The paper develops a new algorithm based on dynamical coarse-graining for simulating quantum many-body systems with su(2) algebra, improving efficiency over traditional methods.

Findings

Reduces computational scaling by a factor of n^{3/2}/ln n

Successfully applied to systems with up to 2 million atoms

Provides guidelines for parameter selection in simulations

Abstract

An algorithm for simulation of quantum many-body dynamics having su(2) spectrum-generating algebra is developed. The algorithm is based on the idea of dynamical coarse-graining. The original unitary dynamics of the target observables, the elements of the spectrum-generating algebra, is simulated by a surrogate open-system dynamics, which can be interpreted as weak measurement of the target observables, performed on the evolving system. The open-system state can be represented by a mixture of pure states, localized in the phase-space.

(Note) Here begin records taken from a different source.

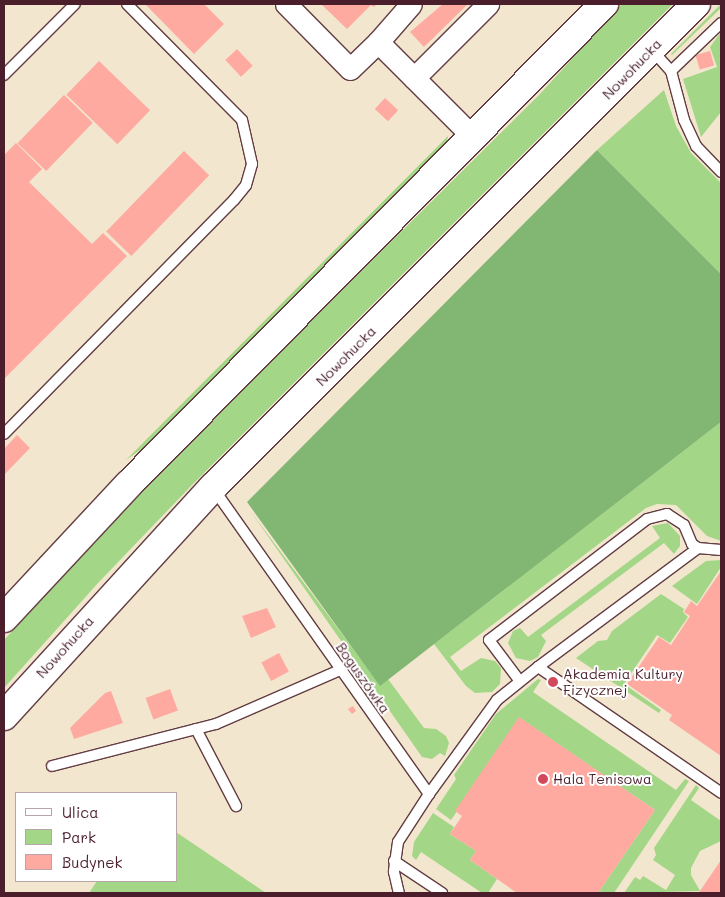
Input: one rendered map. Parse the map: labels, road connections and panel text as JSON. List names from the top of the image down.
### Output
{
  "streets": {
    "main road": ["Nowohucka"],
    "lane": ["Boguszówka"]
  },
  "crossings": [
    ["Nowohucka", "Boguszówka"]
  ],
  "places": ["Akademia Kultury Fizycznej", "Hala Tenisowa"],
  "legend": ["Ulica", "Park", "Budynek"]
}
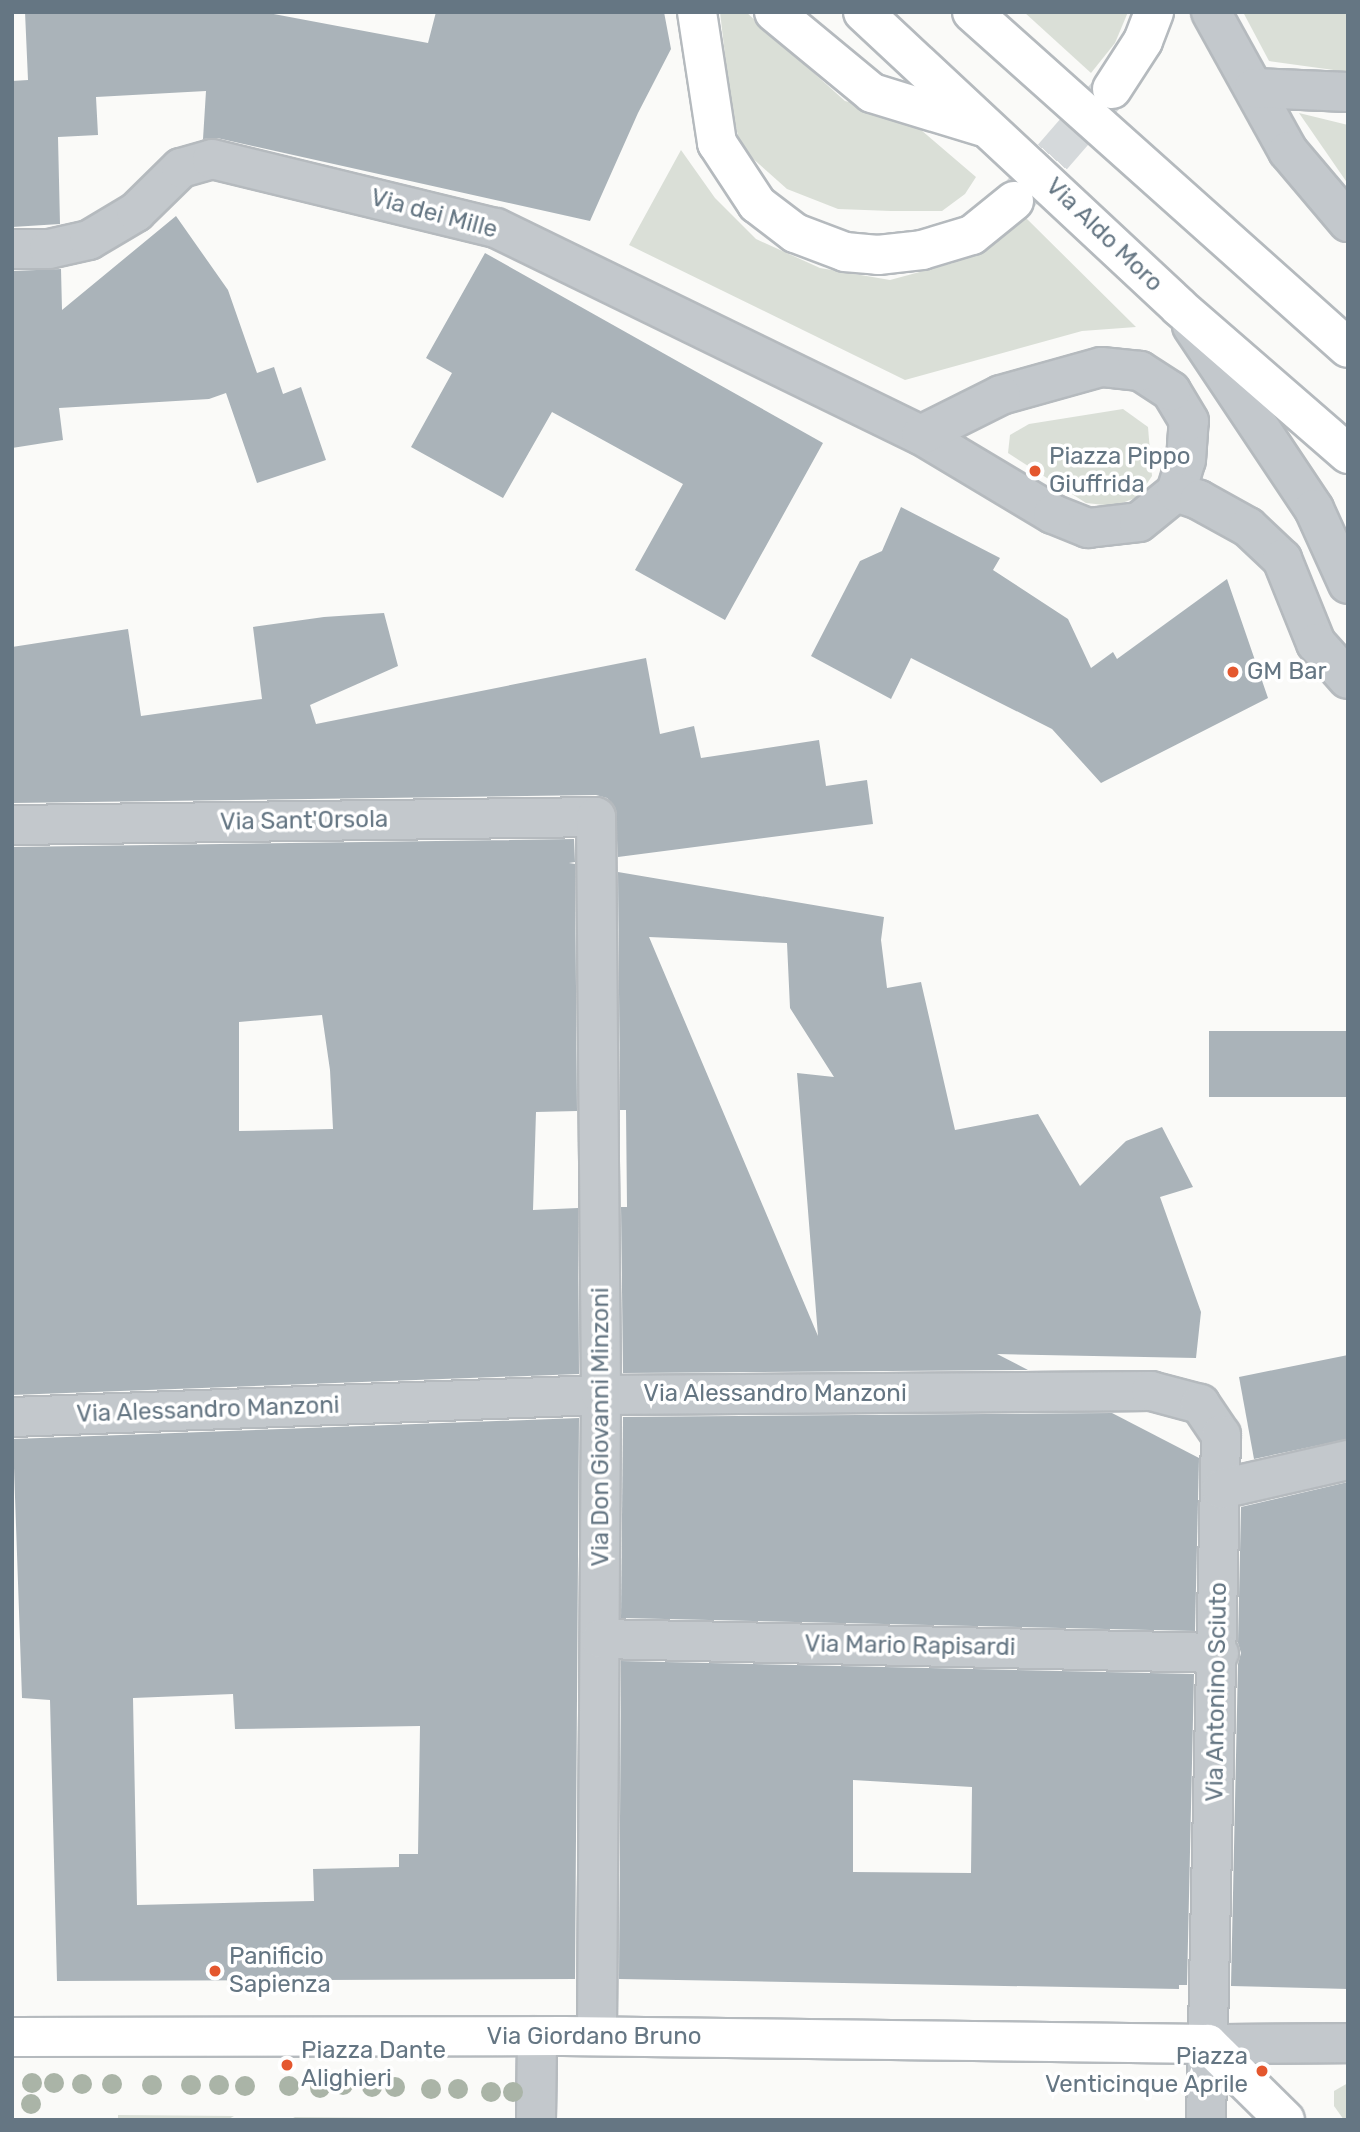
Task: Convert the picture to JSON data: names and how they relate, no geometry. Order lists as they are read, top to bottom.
{
  "streets": {
    "main road": ["Via Aldo Moro", "Via Giordano Bruno"],
    "street": [
      "Via dei Mille",
      "Via Sant'Orsola",
      "Via Alessandro Manzoni",
      "Via Don Giovanni Minzoni",
      "Via Mario Rapisardi",
      "Via Antonino Sciuto"
    ]
  },
  "crossings": [
    ["Via Sant'Orsola", "Via Don Giovanni Minzoni"],
    ["Via Alessandro Manzoni", "Via Don Giovanni Minzoni"],
    ["Via Alessandro Manzoni", "Via Antonino Sciuto"],
    ["Via Don Giovanni Minzoni", "Via Mario Rapisardi"],
    ["Via Don Giovanni Minzoni", "Via Giordano Bruno"],
    ["Via Mario Rapisardi", "Via Antonino Sciuto"],
    ["Via Antonino Sciuto", "Via Giordano Bruno"]
  ],
  "places": [
    "Piazza Pippo Giuffrida",
    "GM Bar",
    "Panificio Sapienza",
    "Piazza Dante Alighieri",
    "Piazza Venticinque Aprile"
  ]
}
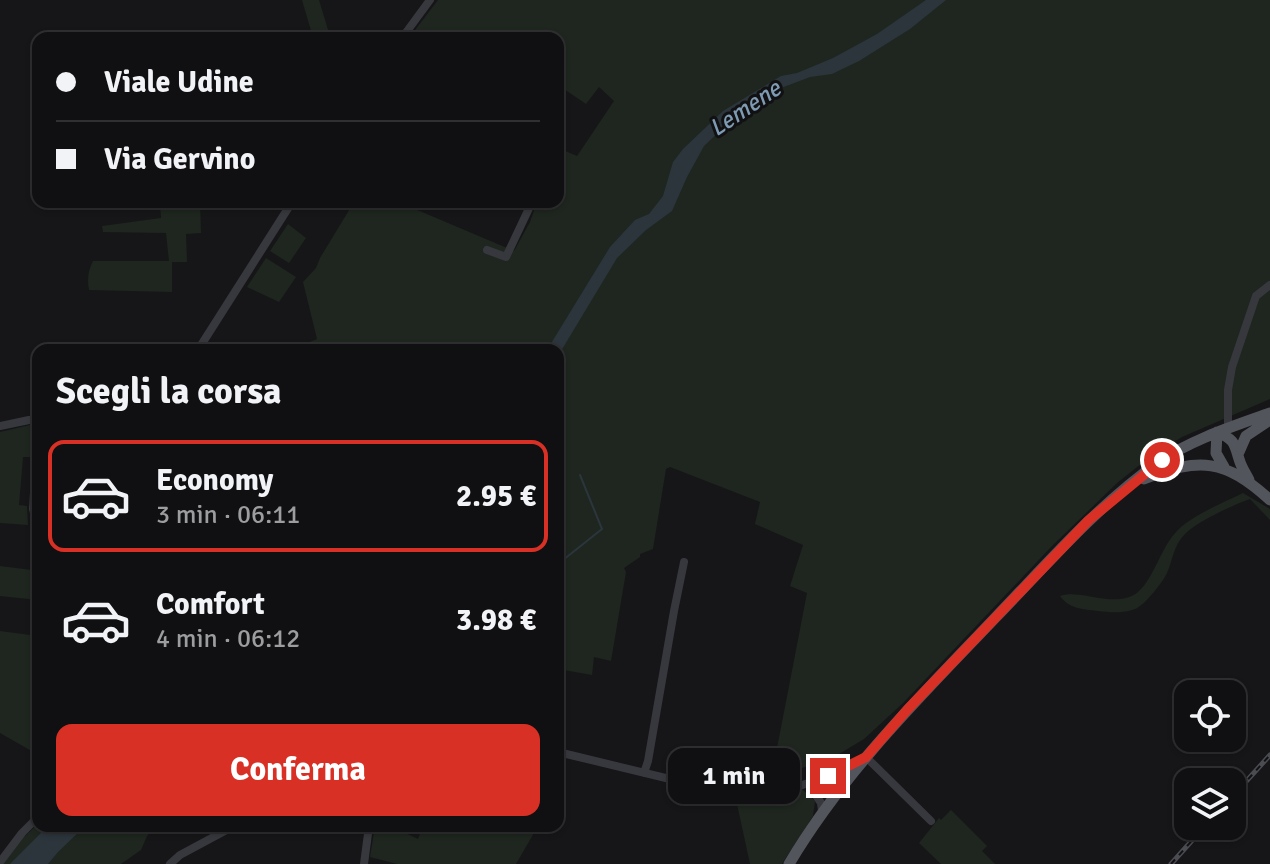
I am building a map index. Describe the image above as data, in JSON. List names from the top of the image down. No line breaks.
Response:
{"water":["Lemene"],"page":{"banner":["Viale Udine","Via Gervino"],"heading":"Scegli la corsa","list":[{"name":"Economy","note":"3 min · 06:11","value":"2.95 €"},{"name":"Comfort","note":"4 min · 06:12","value":"3.98 €"}],"buttons":"Conferma","bubble":"1 min"}}
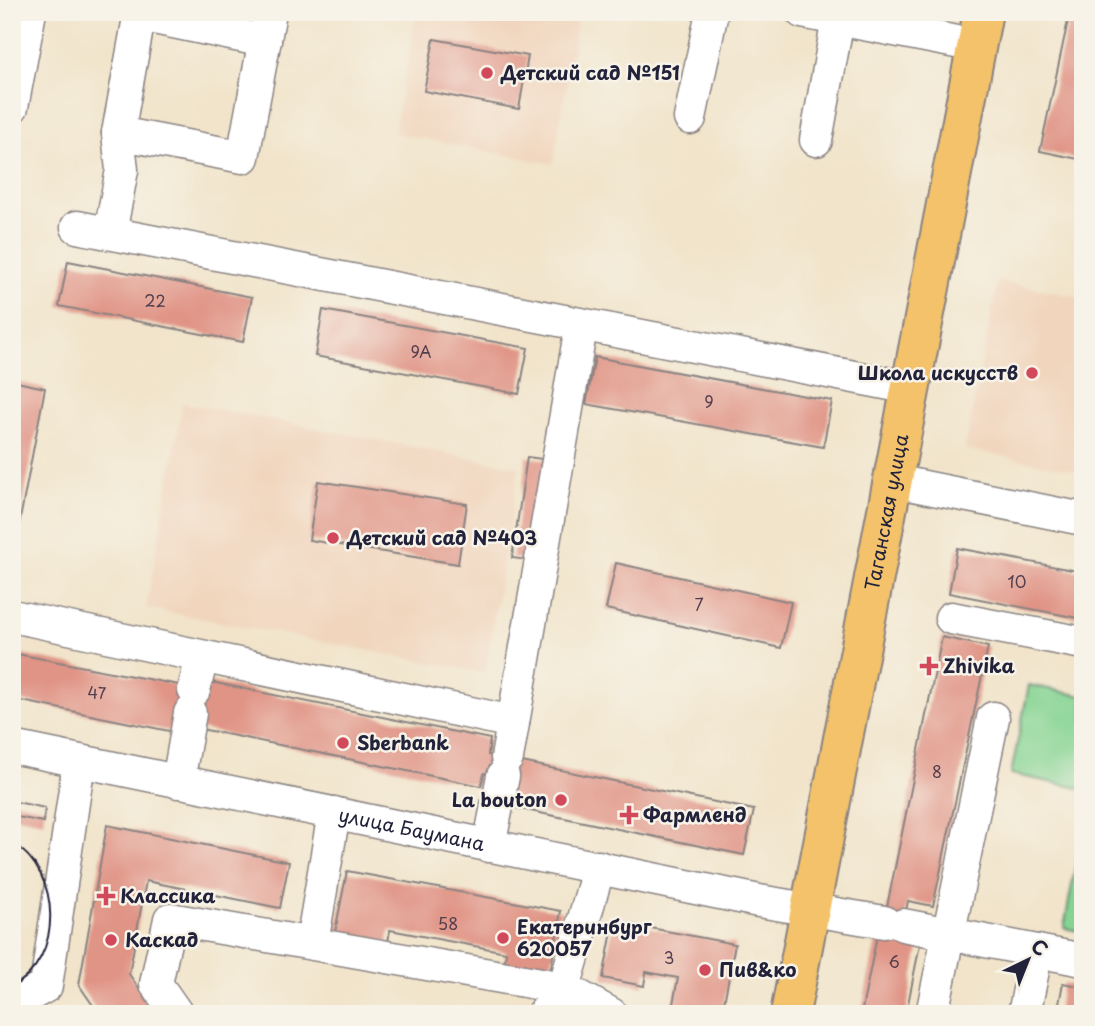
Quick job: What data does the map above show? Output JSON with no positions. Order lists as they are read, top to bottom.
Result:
{
  "streets": {
    "main road": ["Таганская улица"],
    "street": ["улица Баумана"]
  },
  "crossings": [
    ["Таганская улица", "улица Баумана"]
  ],
  "places": {
    "other": [
      "Детский сад №151",
      "Школа искусств",
      "Детский сад №403",
      "Sberbank",
      "La bouton",
      "Екатеринбург 620057",
      "Каскад",
      "Пив&ко"
    ],
    "health": ["Zhivika", "Фармленд", "Классика"]
  },
  "house_numbers": [
    "22",
    "9А",
    "9",
    "10",
    "7",
    "47",
    "8",
    "58",
    "3",
    "6"
  ],
  "north": "top right"
}
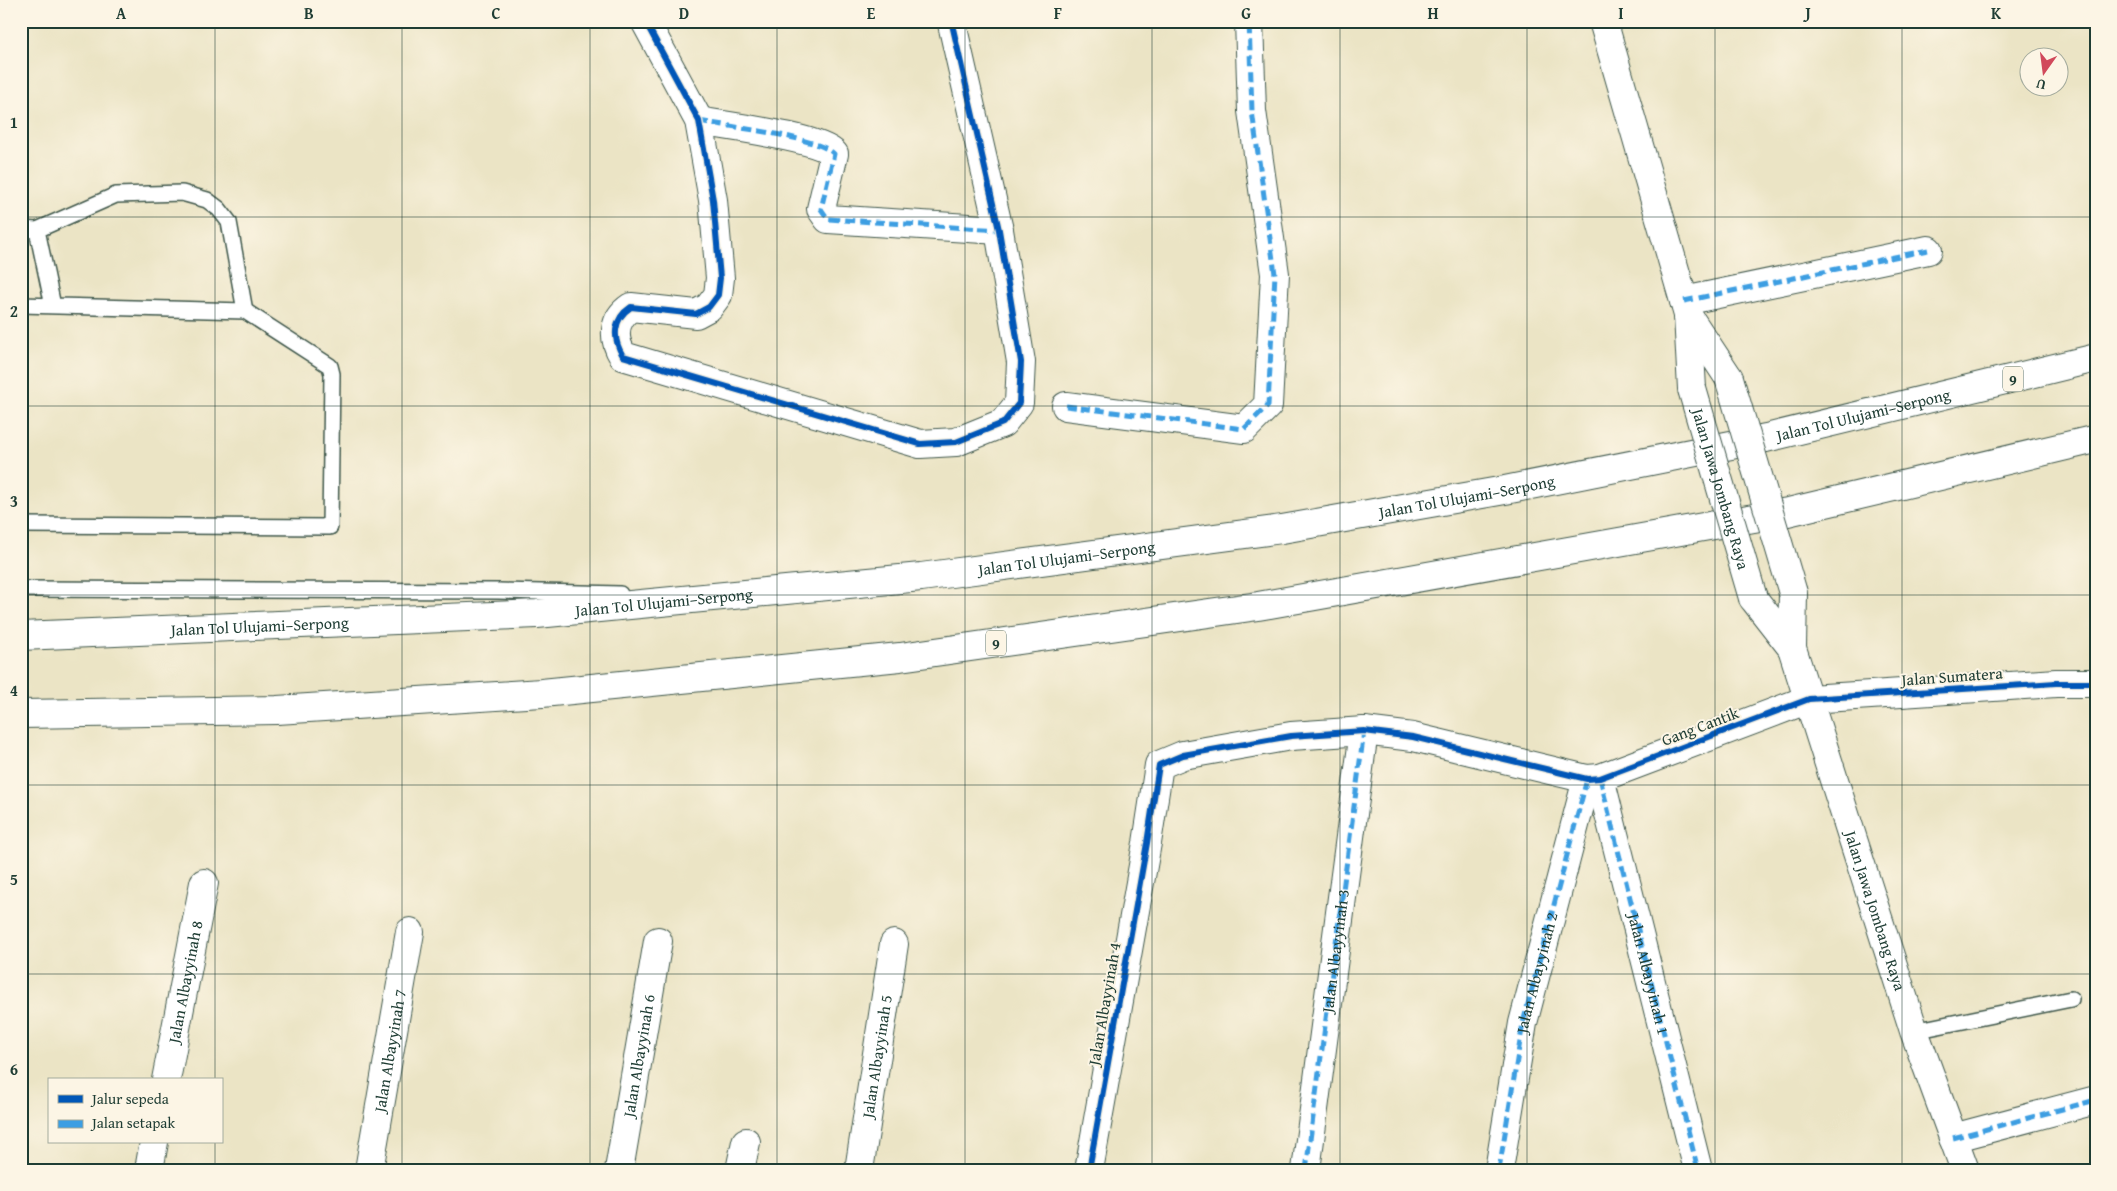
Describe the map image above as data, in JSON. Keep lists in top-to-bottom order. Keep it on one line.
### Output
{"streets":{"main road":["9","Jalan Tol Ulujami–Serpong","Jalan Jawa Jombang Raya","Jalan Sumatera","Gang Cantik","Jalan Albayyinah 3","Jalan Albayyinah 2","Jalan Albayyinah 1","Jalan Albayyinah 8","Jalan Albayyinah 4","Jalan Albayyinah 7","Jalan Albayyinah 6","Jalan Albayyinah 5"]},"crossings":[["Jalan Jawa Jombang Raya","Jalan Sumatera"],["Jalan Jawa Jombang Raya","Gang Cantik"],["Jalan Sumatera","Gang Cantik"],["Gang Cantik","Jalan Albayyinah 2"],["Gang Cantik","Jalan Albayyinah 1"],["Jalan Albayyinah 3","Jalan Albayyinah 4"],["Jalan Albayyinah 2","Jalan Albayyinah 1"]],"legend":["Jalur sepeda","Jalan setapak"],"north":"bottom","grid":{"columns":["A","B","C","D","E","F","G","H","I","J","K"],"rows":["1","2","3","4","5","6"]}}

The localization reduces the scaling of the computational resources with the Hilbert space dimension n by factor n^{3/2}/ln n compared to conventional sparse-matrix methods. The guidelines for the choice of parameters for the simulation are presented and the scaling of the computational resources with the Hilbert space dimension of the system is estimated. The algorithm is applied to the simulation of the dynamics of systems of 2*10^4 and 2*10^6 cold atoms in the double-well trap, described by the two-sites Bose-Hubbard model.